Work instructions - Which of the lines below mention the word "transform"? Pull each one out.
*** Opening Input data ***
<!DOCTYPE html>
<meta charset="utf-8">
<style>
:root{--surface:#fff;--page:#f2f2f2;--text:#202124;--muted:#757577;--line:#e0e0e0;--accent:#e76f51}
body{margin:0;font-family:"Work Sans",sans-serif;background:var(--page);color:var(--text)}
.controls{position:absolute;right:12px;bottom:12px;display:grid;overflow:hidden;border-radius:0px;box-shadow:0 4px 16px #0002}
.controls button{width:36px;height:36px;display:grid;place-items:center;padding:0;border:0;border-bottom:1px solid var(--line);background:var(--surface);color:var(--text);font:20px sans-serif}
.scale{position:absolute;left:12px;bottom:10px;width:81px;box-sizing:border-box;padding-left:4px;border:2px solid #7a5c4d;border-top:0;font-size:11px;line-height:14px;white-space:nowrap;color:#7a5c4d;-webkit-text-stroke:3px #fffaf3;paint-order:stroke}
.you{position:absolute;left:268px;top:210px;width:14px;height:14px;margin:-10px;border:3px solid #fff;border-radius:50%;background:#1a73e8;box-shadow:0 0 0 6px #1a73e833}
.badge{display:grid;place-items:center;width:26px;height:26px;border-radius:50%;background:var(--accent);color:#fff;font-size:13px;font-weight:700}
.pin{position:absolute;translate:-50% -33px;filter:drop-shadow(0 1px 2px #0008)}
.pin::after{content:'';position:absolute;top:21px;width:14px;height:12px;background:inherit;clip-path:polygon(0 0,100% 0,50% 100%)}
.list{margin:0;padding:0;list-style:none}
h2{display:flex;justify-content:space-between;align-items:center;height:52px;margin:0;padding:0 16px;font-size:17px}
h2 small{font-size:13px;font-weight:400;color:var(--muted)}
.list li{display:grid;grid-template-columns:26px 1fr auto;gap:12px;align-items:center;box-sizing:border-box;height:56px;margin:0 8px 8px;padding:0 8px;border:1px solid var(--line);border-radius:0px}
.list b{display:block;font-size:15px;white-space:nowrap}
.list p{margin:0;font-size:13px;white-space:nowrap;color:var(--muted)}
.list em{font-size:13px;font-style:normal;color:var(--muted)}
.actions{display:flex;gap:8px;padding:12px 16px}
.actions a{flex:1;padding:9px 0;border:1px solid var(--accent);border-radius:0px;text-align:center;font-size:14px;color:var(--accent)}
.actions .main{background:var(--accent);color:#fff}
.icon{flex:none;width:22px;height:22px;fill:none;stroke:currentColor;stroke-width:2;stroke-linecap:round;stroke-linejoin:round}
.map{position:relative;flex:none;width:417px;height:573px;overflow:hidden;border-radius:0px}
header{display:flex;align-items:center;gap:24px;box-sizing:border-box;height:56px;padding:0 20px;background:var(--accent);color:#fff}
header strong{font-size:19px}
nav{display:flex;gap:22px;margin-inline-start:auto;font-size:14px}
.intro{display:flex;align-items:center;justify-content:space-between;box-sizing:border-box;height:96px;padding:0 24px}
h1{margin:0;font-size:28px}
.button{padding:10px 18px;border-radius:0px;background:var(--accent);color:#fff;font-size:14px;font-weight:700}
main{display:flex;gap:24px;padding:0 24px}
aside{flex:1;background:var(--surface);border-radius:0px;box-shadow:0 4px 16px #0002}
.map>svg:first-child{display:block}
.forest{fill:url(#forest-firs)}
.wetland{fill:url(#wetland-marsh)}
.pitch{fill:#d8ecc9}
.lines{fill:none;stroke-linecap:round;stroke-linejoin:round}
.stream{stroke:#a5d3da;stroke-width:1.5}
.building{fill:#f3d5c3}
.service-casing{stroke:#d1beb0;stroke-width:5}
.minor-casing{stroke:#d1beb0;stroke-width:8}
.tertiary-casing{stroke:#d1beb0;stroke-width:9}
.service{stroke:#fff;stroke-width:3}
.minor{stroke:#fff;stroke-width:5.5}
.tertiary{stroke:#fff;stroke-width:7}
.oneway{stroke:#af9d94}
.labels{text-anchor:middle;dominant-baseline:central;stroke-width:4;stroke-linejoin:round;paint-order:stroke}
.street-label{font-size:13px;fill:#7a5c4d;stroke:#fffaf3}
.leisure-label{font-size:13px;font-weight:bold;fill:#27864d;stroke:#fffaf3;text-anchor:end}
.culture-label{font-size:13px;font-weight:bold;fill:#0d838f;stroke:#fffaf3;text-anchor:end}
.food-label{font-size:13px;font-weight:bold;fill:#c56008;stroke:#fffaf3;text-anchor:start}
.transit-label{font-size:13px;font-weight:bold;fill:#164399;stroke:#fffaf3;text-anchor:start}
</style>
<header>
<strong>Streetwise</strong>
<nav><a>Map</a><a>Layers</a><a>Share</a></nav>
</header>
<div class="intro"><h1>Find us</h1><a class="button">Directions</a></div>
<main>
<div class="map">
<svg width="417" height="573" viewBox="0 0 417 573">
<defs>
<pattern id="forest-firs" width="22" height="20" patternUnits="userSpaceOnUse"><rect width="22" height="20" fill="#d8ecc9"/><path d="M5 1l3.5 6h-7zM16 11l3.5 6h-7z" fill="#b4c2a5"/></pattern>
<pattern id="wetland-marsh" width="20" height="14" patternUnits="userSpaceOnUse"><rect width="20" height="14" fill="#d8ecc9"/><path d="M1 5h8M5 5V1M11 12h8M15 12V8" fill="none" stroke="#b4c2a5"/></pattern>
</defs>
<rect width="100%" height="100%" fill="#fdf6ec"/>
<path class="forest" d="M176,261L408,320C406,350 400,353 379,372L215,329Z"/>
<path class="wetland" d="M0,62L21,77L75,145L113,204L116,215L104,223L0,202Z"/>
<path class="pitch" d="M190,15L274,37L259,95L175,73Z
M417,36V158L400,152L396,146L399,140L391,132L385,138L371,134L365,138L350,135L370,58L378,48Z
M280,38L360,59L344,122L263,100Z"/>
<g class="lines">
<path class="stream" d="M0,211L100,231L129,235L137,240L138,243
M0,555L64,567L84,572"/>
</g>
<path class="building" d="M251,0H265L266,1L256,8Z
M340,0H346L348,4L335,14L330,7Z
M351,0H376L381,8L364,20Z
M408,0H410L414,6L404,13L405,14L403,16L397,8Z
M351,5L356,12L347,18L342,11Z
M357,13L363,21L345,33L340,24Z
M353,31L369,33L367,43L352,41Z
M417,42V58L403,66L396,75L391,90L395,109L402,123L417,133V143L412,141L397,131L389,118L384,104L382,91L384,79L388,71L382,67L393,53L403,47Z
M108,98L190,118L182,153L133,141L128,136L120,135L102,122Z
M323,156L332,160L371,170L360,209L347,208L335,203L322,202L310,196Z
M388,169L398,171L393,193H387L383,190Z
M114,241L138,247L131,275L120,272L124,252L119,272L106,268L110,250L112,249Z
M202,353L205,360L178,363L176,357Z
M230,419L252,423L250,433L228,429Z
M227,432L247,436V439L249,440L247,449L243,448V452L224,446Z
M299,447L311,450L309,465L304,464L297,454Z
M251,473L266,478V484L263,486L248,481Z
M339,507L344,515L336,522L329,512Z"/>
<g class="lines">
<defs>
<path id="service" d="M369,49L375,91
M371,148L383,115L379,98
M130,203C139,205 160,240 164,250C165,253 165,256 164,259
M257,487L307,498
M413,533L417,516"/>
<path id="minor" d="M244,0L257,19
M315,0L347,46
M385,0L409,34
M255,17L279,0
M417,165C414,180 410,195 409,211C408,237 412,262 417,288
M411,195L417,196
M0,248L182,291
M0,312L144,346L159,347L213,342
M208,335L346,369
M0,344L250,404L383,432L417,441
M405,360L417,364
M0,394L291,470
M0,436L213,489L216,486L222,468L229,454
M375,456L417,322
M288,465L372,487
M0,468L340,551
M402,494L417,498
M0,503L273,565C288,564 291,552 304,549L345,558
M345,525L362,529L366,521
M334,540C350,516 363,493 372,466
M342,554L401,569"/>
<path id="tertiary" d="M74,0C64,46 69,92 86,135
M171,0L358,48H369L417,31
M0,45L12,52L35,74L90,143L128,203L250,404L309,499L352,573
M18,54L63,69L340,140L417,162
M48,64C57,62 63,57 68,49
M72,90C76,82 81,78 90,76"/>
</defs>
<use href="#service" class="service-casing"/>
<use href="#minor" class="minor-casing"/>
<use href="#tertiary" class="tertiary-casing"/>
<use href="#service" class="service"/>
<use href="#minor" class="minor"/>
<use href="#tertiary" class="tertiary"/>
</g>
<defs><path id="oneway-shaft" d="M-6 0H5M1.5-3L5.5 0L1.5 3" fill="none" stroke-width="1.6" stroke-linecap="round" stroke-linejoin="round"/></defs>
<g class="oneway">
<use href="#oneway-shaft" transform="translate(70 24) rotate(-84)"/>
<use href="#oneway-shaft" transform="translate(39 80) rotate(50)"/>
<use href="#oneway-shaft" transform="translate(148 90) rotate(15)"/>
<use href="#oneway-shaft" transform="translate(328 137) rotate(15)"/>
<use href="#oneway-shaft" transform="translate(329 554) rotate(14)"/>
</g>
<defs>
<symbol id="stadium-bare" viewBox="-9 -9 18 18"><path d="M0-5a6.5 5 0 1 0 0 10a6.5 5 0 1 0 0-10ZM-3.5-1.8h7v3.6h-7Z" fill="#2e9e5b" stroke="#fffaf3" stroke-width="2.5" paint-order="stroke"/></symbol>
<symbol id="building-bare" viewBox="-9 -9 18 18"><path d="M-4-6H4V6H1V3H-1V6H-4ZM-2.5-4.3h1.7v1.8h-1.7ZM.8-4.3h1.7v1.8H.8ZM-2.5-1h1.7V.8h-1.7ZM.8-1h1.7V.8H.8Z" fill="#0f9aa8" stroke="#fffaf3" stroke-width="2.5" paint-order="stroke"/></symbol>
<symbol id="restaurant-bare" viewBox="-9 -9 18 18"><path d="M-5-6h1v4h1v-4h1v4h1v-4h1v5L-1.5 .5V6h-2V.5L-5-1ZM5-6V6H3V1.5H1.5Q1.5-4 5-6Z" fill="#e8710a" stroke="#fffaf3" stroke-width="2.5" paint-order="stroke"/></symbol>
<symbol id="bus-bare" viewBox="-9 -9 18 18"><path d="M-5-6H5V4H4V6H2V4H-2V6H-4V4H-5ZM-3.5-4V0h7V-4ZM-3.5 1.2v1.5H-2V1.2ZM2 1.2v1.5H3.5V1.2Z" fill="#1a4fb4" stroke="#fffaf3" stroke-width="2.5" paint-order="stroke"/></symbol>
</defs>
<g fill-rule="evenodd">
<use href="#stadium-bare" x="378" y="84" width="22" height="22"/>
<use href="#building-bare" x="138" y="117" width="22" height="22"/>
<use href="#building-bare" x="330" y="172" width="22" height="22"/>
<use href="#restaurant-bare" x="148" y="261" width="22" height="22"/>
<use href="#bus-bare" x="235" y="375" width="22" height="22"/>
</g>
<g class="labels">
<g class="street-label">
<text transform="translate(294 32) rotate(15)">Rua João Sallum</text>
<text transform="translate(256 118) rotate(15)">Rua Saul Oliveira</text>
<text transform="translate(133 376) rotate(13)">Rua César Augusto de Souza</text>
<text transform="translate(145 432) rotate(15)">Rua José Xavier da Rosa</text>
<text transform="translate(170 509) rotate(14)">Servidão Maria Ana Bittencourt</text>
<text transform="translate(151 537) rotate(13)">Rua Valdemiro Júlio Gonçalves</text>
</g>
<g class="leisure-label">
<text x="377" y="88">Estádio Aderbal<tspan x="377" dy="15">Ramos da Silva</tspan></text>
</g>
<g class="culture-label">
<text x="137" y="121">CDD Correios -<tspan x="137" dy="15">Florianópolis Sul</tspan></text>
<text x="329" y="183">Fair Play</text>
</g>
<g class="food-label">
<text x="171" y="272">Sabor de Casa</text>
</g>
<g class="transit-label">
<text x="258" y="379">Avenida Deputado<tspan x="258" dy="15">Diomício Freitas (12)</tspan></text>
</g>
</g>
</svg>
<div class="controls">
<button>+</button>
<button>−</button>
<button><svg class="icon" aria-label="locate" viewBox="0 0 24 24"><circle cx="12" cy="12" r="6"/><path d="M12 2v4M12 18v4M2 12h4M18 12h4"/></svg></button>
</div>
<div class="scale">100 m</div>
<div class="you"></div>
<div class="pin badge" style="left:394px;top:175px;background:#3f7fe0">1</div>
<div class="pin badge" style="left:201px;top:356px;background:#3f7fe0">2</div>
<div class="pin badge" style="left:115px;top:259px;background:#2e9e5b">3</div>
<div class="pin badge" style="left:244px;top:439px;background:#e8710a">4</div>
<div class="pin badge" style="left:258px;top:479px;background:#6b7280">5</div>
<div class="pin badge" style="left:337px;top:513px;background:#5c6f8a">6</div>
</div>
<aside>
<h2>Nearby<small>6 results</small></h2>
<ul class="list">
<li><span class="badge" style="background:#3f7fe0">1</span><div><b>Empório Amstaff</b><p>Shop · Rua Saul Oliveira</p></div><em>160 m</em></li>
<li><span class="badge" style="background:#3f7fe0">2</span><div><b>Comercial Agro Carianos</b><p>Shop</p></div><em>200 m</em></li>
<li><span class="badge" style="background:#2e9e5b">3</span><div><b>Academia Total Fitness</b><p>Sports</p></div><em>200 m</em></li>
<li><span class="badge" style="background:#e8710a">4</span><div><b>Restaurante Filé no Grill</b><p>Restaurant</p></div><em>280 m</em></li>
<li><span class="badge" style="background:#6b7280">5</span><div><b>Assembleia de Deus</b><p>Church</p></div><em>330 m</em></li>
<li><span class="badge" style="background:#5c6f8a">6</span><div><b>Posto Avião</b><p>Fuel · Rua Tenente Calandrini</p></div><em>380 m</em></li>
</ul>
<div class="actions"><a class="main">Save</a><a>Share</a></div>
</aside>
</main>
*** Closing Input data ***
Answer to the exercise -
<use href="#oneway-shaft" transform="translate(70 24) rotate(-84)"/>
<use href="#oneway-shaft" transform="translate(39 80) rotate(50)"/>
<use href="#oneway-shaft" transform="translate(148 90) rotate(15)"/>
<use href="#oneway-shaft" transform="translate(328 137) rotate(15)"/>
<use href="#oneway-shaft" transform="translate(329 554) rotate(14)"/>
<text transform="translate(294 32) rotate(15)">Rua João Sallum</text>
<text transform="translate(256 118) rotate(15)">Rua Saul Oliveira</text>
<text transform="translate(133 376) rotate(13)">Rua César Augusto de Souza</text>
<text transform="translate(145 432) rotate(15)">Rua José Xavier da Rosa</text>
<text transform="translate(170 509) rotate(14)">Servidão Maria Ana Bittencourt</text>
<text transform="translate(151 537) rotate(13)">Rua Valdemiro Júlio Gonçalves</text>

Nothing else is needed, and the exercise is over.